Powder metallurgy confers the specific properties to the materials by selecting appropriate components with proper compositions. An attempt was made to produce the dense aluminum-based metal matrix composite for the brake lining through powder metallurgy. In this work, two different sintering approaches of microwave sintering and spark plasma sintering were used to obtain the dense material. Based on the properties required for performing the intended functions, the powders of aluminum (80%), boron carbide (8%), silicon dioxide (7%), nickel (3%), and graphite (2%) were used to produce a metal matrix composite (MMC). The particle size, bulk/apparent density, and tap density of each powder were determined using the corresponding tests. The powders were mixed and blended with the help of a high-energy ball mill. The portion of the blended mixture was processed through the microwave sintering, where it was first compacted with the hydraulic press and then sintered at an appropriate sintering cycle. Other samples of the same chemical composition have been prepared using spark plasma sintering, where compaction and sintering occur simultaneously at a particular temperature and pressure.

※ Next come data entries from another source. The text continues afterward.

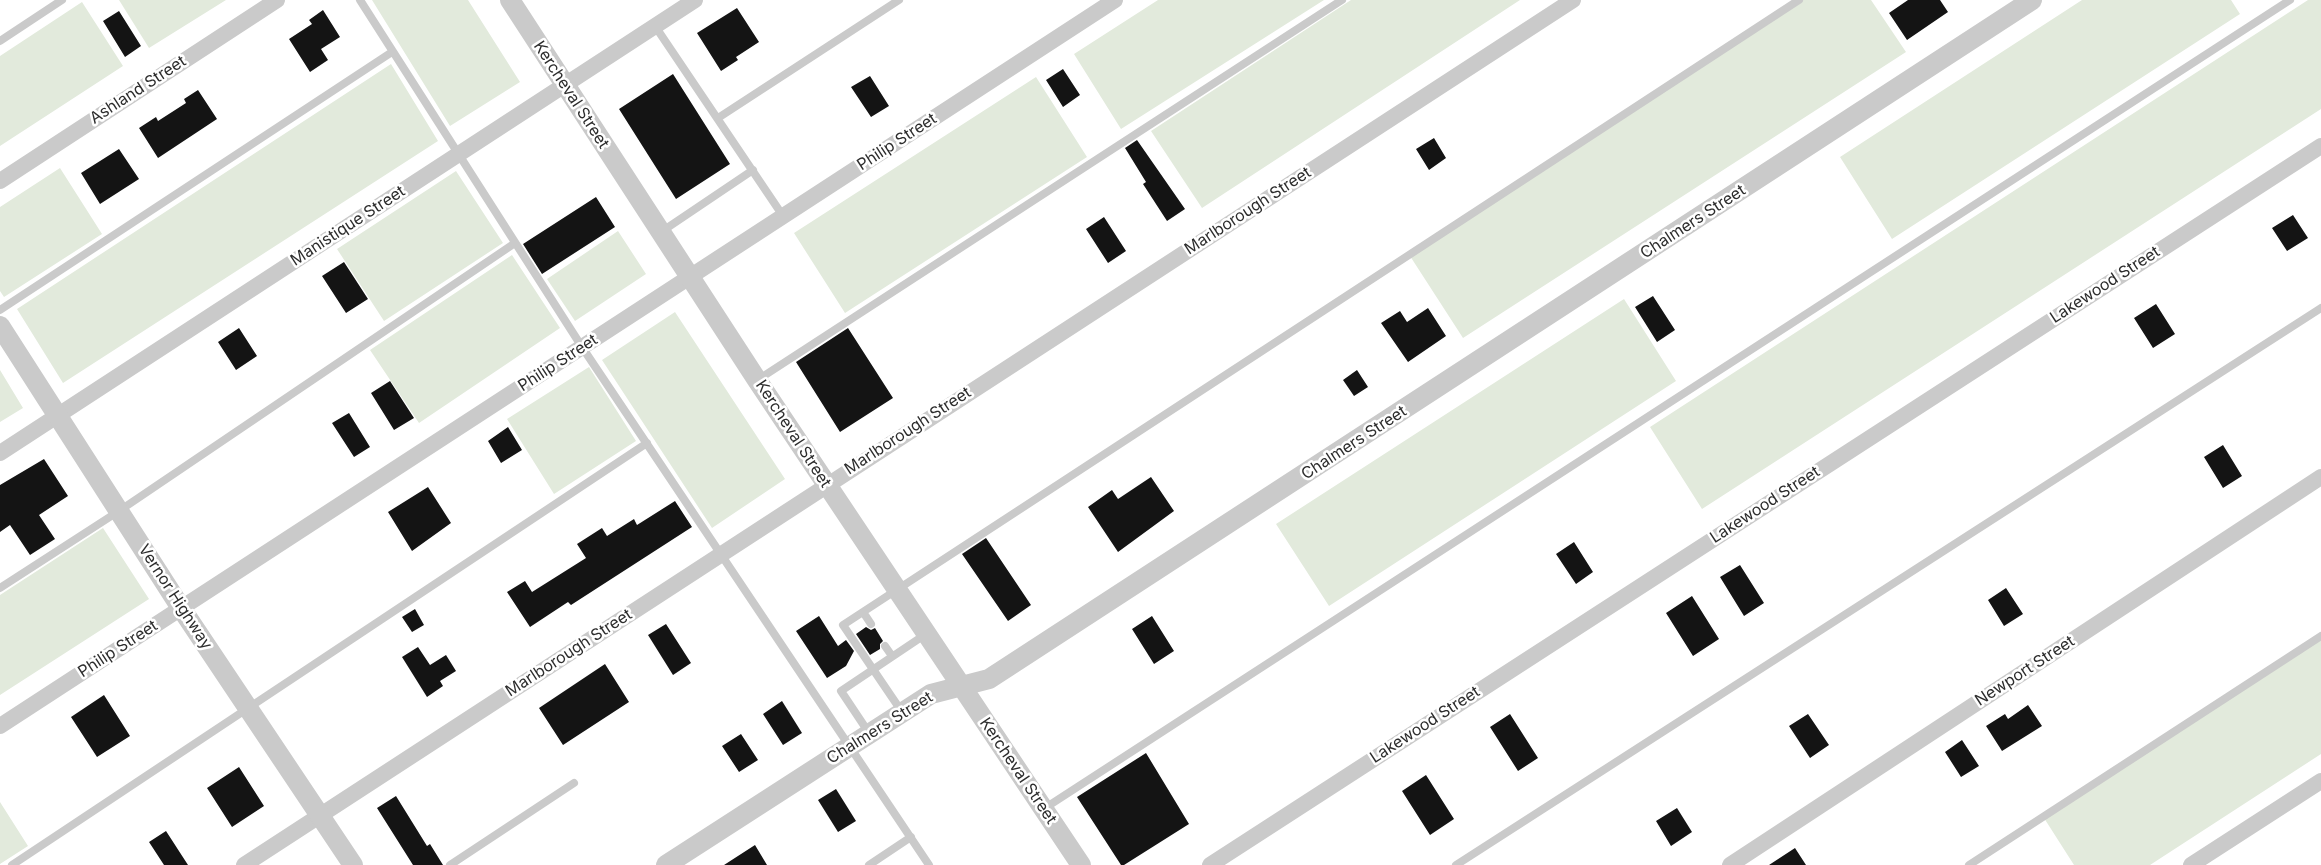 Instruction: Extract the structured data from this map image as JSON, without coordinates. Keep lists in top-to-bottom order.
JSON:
{
  "streets": {
    "street": [
      "Ashland Street",
      "Kercheval Street",
      "Philip Street",
      "Marlborough Street",
      "Chalmers Street",
      "Manistique Street",
      "Lakewood Street",
      "Vernor Highway",
      "Newport Street"
    ]
  },
  "crossings": [
    ["Kercheval Street", "Philip Street"],
    ["Kercheval Street", "Marlborough Street"],
    ["Kercheval Street", "Chalmers Street"],
    ["Kercheval Street", "Manistique Street"],
    ["Philip Street", "Vernor Highway"],
    ["Marlborough Street", "Vernor Highway"],
    ["Manistique Street", "Vernor Highway"]
  ]
}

The density and microhardness values from each sample were determined using the Archimedes principle and the Vickers microhardness test, respectively. The SEM analysis was performed to analyze the morphology of the sample material after it has been processed by microwave sintering and spark plasma sintering. From the assessment of the obtained results, it was observed that the spark plasma sintering approach is an appropriate method to produce dense materials.

粉末冶金通过选择具有适当成分的适当成分赋予材料特定的性能。尝试通过粉末冶金生产用于制动衬片的致密铝基金属基复合材料。在这项工作中，使用微波烧结和放电等离子体烧结两种不同的烧结方法来获得致密材料。根据执行预期功能所需的特性，使用铝 (80%)、碳化硼 (8%)、二氧化硅 (7%)、镍 (3%) 和石墨 (2%) 的粉末来生产金属基复合材料 (MMC)。每种粉末的粒度、堆积/表观密度和振实密度使用相应的测试确定。在高能球磨机的帮助下混合和混合粉末。混合混合物的一部分通过微波烧结进行加工，首先用液压机压实，然后以适当的烧结周期进行烧结。使用放电等离子烧结制备了具有相同化学成分的其他样品，其中压实和烧结在特定温度和压力下同时发生。每个样品的密度和显微硬度值分别使用阿基米德原理和维氏显微硬度测试确定。进行SEM分析以分析样品材料经微波烧结和放电等离子烧结处理后的形貌。从对所得结果的评估可以看出，放电等离子体烧结方法是生产致密材料的合适方法。